Following the capture of Samara by the Czech Legion on 8 June, several members of the Constituent Assembly, which had been dissolved by the Bolsheviks, organized an Committee of Members of the Constituent Assembly (in russian "Constituent Assembly" was "Uchreditel'noe Sobranie", hence the abbreviation for Committee was "Komuch"). This threatened to form an alternative socialist government to the Bolshevik regime. In August 1918, the Whites occupied Kazan. Bolshevik forces were defeated, and they dispersed to Kazan's neighborhood. The Whites shot the rest of Bolsheviks in the city.
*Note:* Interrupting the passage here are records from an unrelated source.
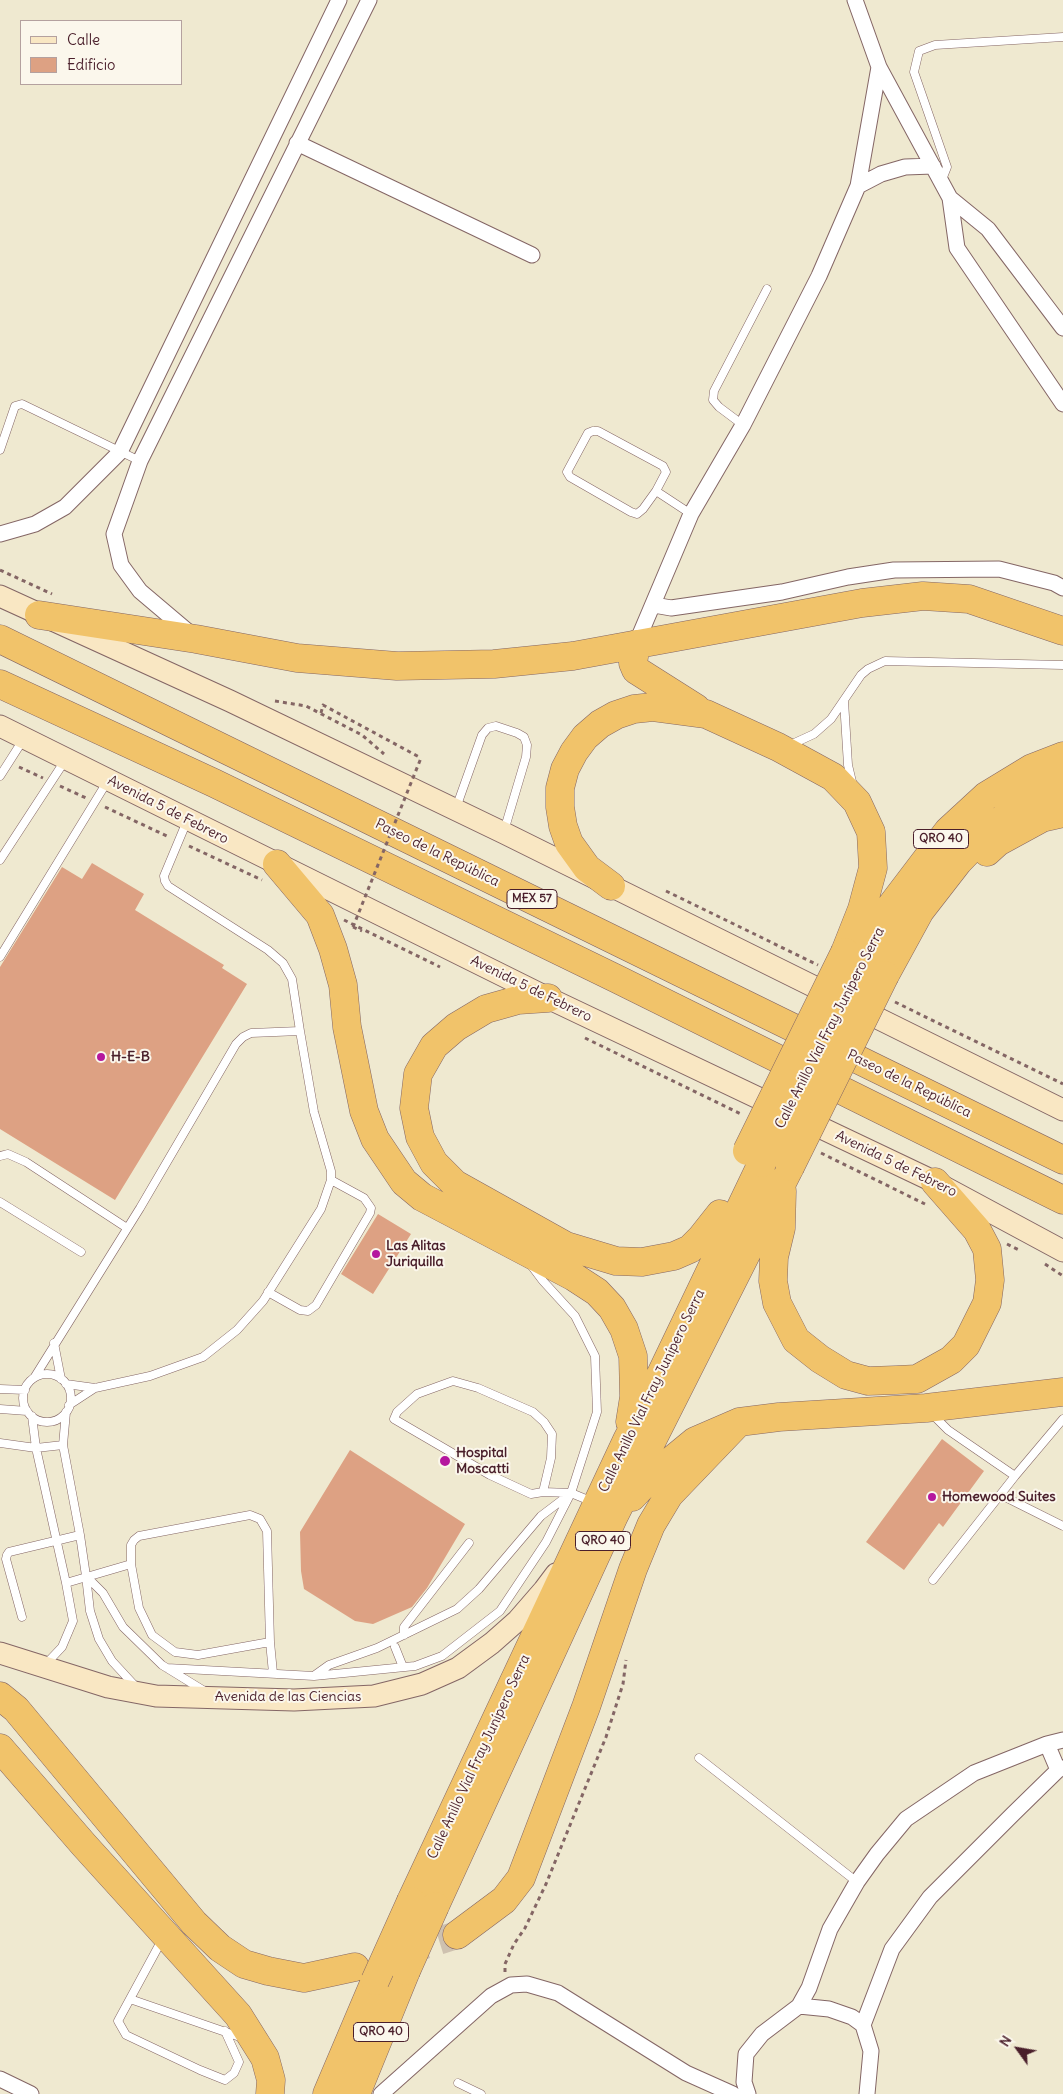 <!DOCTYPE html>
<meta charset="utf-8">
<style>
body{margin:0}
#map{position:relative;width:1063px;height:2094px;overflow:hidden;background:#efe9d0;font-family:Delius,sans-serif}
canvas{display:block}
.legend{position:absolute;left:20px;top:20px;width:162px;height:65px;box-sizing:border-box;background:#fbf7ec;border:1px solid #b4a19f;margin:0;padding:6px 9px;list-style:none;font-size:15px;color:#4a1f2b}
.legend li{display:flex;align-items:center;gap:10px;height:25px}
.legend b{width:25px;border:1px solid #b4a19f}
.north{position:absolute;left:993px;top:2024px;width:50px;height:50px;-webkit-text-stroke:4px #fbf7ec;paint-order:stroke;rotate:302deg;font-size:14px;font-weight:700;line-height:20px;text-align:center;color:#4a1f2b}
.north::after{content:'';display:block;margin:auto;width:18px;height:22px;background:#4a1f2b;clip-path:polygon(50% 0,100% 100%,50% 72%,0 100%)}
</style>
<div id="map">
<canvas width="1063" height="2094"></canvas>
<ul class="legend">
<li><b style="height:6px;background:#f9e7c3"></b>Calle</li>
<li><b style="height:14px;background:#dda183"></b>Edificio</li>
</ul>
<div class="north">N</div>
</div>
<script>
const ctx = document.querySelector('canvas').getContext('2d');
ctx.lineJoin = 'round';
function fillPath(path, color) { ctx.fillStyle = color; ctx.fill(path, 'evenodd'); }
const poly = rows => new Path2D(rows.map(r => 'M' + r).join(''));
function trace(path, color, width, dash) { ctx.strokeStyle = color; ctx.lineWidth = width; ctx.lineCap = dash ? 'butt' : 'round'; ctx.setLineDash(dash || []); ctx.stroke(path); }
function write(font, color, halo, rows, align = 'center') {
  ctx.font = font + ' Delius,sans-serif'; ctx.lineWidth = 4; ctx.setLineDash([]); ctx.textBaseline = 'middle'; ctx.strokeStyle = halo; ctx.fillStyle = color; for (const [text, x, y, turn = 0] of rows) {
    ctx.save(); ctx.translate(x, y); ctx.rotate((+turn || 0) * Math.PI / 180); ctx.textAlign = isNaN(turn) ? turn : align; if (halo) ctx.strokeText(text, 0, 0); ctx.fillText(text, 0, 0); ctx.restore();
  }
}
fillPath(poly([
 [92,863,144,894,135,910,224,965,222,968,247,984,115,1200,0,1129,0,967,62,867,82,879],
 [378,1214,411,1234,373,1294,341,1274],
 [942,1439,984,1471,943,1527,939,1523,904,1570,866,1542],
 [350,1450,465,1524,427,1588,412,1607,373,1624,355,1621,304,1589,301,1571,300,1532]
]), '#dda183');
trace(poly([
 [399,1953,457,1935]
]), '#cec1af', 28, [28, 14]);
const lane = poly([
 [941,182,947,167,914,72,919,51,935,45,1063,37],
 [743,425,719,407,713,400,714,391,767,289],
 [593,431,598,431,663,466,666,472,656,491,643,509,637,514,631,512,570,477,567,472,588,433,593,431],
 [0,450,15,406,22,404,140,461],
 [656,491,691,514],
 [844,701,848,765,853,786],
 [790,745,814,734,831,719,861,675,868,669,885,661,1063,665],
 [0,776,23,740],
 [456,808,482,735,488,728,496,726,517,733,524,737,527,745,526,757,504,831],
 [0,860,66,759],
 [0,957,107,782],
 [0,1156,8,1154,26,1162,127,1228],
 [0,1202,81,1252],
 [268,1292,300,1310,308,1311,316,1305,370,1213,371,1208,364,1198,331,1180],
 [54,1343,61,1379],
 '23 1398a24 24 0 1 1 48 0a24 24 0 1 1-48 0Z',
 [34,1378,140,1208,236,1044,243,1037,251,1033,300,1031,292,979,283,963,268,950,168,886,165,881,164,876,187,821],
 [66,1384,95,1388,150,1376,203,1357,237,1330,263,1301,321,1209,331,1180,331,1171,314,1112,300,1031],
 [0,1389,25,1390],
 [69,1405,95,1388],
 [0,1409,27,1411],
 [66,1412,63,1445,80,1535,86,1576,103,1593,123,1627,162,1665,206,1692],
 [932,1414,948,1430,1015,1476],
 [32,1416,36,1448,66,1583,73,1621,62,1647,45,1665],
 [0,1443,36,1448,63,1445],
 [543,1492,551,1458,552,1434,544,1422,533,1412,478,1388,453,1381,417,1394,397,1412,394,1419,490,1475,531,1494,543,1492,571,1493,593,1502],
 [1001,1495,1063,1526],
 [86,1576,90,1611,99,1639,112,1661,136,1687],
 [933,1580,1015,1476,1063,1419],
 [66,1583,131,1564],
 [22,1617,6,1559,7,1555,9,1552,80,1535],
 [404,1635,404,1627,469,1543],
 [270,1642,198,1655,175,1652,152,1635,139,1608,131,1564,131,1545,134,1540,139,1536,250,1515,260,1519,267,1531,270,1642,273,1673],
 [395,1647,403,1667],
 [167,1668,314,1676,415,1666,442,1656,500,1611,546,1542,571,1493,597,1412,595,1356,575,1316,543,1281,531,1265],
 [315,1675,329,1665,377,1648,457,1609,479,1589,541,1516,570,1494],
 [699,1758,857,1882],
 [163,1938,118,2021,126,2035,200,2070,225,2080,234,2073,239,2062,225,2031],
 [130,1999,243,2038],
 [458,2083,481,2094]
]);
const street = poly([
 [855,0,879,67,950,198,957,248,1063,404],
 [297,143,532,255],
 [858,186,881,174,905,167,933,166],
 [950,198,988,229,1063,328],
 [0,534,35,524,65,507,120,452,339,0],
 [654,605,671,608,782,592,848,577,894,570,999,569,1054,583,1063,588],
 [192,635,140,591,121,565,114,534,140,461,369,0],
 [636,644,691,514,743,425,819,276,858,186,879,67],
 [1047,1744,1058,1770],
 [799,2006,809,1988,830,1929,857,1882,877,1854,906,1819,974,1773,1047,1744,1063,1740],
 [863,2025,892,1949,930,1897,1013,1814,1058,1770,1063,1768],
 [0,2079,31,2094],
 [381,2094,491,1996,511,1985,527,1984,558,1993,686,2073,733,2094],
 [748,2094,744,2082,746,2054,762,2034,799,2006,829,2009,852,2017,863,2025,871,2051,867,2094]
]);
const secondary = poly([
 [0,596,230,701,504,833,1063,1110],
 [0,726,548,998,935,1182,1063,1251],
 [0,1653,108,1687,156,1696,294,1700,374,1696,422,1684,458,1668,492,1643,518,1620,544,1590,556,1574]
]);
const highway = poly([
 [39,615,196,639,297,658,397,666,494,664,573,656,862,603,923,596,969,599,1063,631],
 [0,639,1063,1160],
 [636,644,633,663,636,670,696,708],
 [0,684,214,783,615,978,1063,1200],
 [987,852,998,842,1042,818,1063,813],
 [277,864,320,915,333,949,343,985,347,1027,364,1111,375,1139,404,1182,422,1197,574,1277,597,1292,612,1308,624,1329,633,1356,634,1397,630,1422],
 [611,886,587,868,569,843,563,826,560,807,560,788,565,769,574,752,585,737,600,724,616,715,634,709,653,707,706,714,778,747,833,777,857,802,871,832,873,868,862,909,845,952],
 [862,964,891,906,948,831,986,796,1032,768,1063,756],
 [885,975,920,911,958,862,993,826,1036,794,1063,785],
 [548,998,518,1000,486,1009,456,1027,434,1046,418,1074,414,1108,420,1137,434,1163,455,1184,566,1246,616,1261,642,1262,674,1256,690,1249,701,1238,720,1214],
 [782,1191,781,1228,774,1257,773,1281,777,1303,796,1340,820,1359,846,1375,868,1381,896,1380,917,1379,951,1360,966,1345,987,1303,990,1280,987,1249,977,1230,935,1182],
 [632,1497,650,1478,695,1441,739,1422,779,1417,926,1408,1063,1392],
 [0,1696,16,1709,194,1923,220,1948,244,1964,268,1971,304,1978,355,1967],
 [0,1748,84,1845,238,2015,265,2058,271,2080,270,2094],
 [411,1901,627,1440,661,1374,762,1163],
 [435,1906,614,1516,790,1167],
 [457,1935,504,1900,521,1878,586,1707,633,1569,651,1525,669,1495,739,1422],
 [327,2094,375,1981],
 [356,2094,406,1971]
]);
trace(lane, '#846665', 9);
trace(street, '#846665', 17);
trace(secondary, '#846665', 23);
trace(highway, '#846665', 29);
trace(poly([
 [0,570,52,594],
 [275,701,306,706,362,735,384,754],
 [321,713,323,705,421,758],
 [19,767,43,778],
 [60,786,86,798],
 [105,807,169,837],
 [189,846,262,880],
 [666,891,818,965],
 [344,920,440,967],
 [353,927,362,931],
 [895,1002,1063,1084],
 [585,1038,743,1115],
 [821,1153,925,1204],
 [1007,1244,1019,1250],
 [1045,1264,1063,1276],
 [505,1972,505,1964,514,1944,525,1928,546,1884,606,1737,623,1684,626,1660]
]), '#846665', 3, [4, 4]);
trace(lane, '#fff', 8);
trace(street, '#fff', 15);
trace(secondary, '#f9e7c3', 21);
trace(highway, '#f1c36a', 28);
const highwayBridge = poly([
 [747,1151,845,952],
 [762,1163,862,964],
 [790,1167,885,975],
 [406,1971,435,1906],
 [375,1981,411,1901]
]);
trace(highwayBridge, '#846665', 29, []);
trace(poly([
 [353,927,421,758]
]), '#846665', 3, [4, 4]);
trace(highwayBridge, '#f1c36a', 28);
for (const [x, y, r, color] of [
 [101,1057,5,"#b5179e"],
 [376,1254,5,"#b5179e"],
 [445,1461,6,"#b5179e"],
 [932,1497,5,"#b5179e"]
]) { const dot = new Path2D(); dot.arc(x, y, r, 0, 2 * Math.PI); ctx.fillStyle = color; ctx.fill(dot); trace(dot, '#fbf7ec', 2); }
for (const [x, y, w] of [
 [941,839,55],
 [532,899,50],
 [603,1541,55],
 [381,2032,55]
]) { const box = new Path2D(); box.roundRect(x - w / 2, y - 9.5, w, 19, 4); ctx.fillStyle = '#fbf7ec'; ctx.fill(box); trace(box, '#4a1f2b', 1); }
write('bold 12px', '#4a1f2b', null, [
 ["QRO 40",941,839],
 ["MEX 57",532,899],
 ["QRO 40",603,1541],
 ["QRO 40",381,2032]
]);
write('14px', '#4a1f2b', '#fbf7ec', [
 ["Avenida 5 de Febrero",168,810,27],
 ["Paseo de la República",437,853,26],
 ["Avenida 5 de Febrero",531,989,26],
 ["Calle Anillo Vial Fray Junípero Serra",830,1028,-63],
 ["Paseo de la República",909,1084,26],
 ["Avenida 5 de Febrero",896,1164,26],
 ["Calle Anillo Vial Fray Junípero Serra",652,1391,-64],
 ["Avenida de las Ciencias",288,1697],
 ["Calle Anillo Vial Fray Junípero Serra",479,1757,-65]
]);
write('bold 14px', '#4a1f2b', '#fbf7ec', [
 ["H-E-B",111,1057],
 ["Las Alitas",386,1246],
 ["Juriquilla",386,1262],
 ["Hospital",456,1453],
 ["Moscatti",456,1469],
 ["Homewood Suites",942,1497]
], 'left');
</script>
The Fifth Army has been assigned the task of taking Kazan. Our enemy is trying to break through from Kazan to Nizhny Novgorod, Perm, Vyatka and Vologda, to link up with the Anglo-French troops, and to crush the heart of the workers’ revolution – Moscow. But before Kazan stand the workers’ and peasants’ regiments of the Red Army. They know what their task is: to prevent the enemy from taking a single step forward: to wrest Kazan from his grasp: to throw back the Czech mercenaries and the officer-thugs, drown them in the Volga, and crush their criminal mutiny against the workers’ revolution.In this conflict we are using not only rifles, cannon and machine guns, but also newspapers. For the newspaper is also a weapon. The newspaper binds together all units of the Fifth Army in one thought, one aspiration, one will. Foward to Kazan! Leon Trotsky August 1918

At the beginning of the operation, the Reds' disposition was as follows: To the west of Kazan were the Fifth Army of the Eastern Front under Peter Slaven and the Volga Flotilla under Fyodor Raskolnikov; to the east of Kazan was the Arsk group of the Second Army under Woldemar Azin. They opposed the Czechoslovak legion and KomUch People's Army under A. P. Stepanov.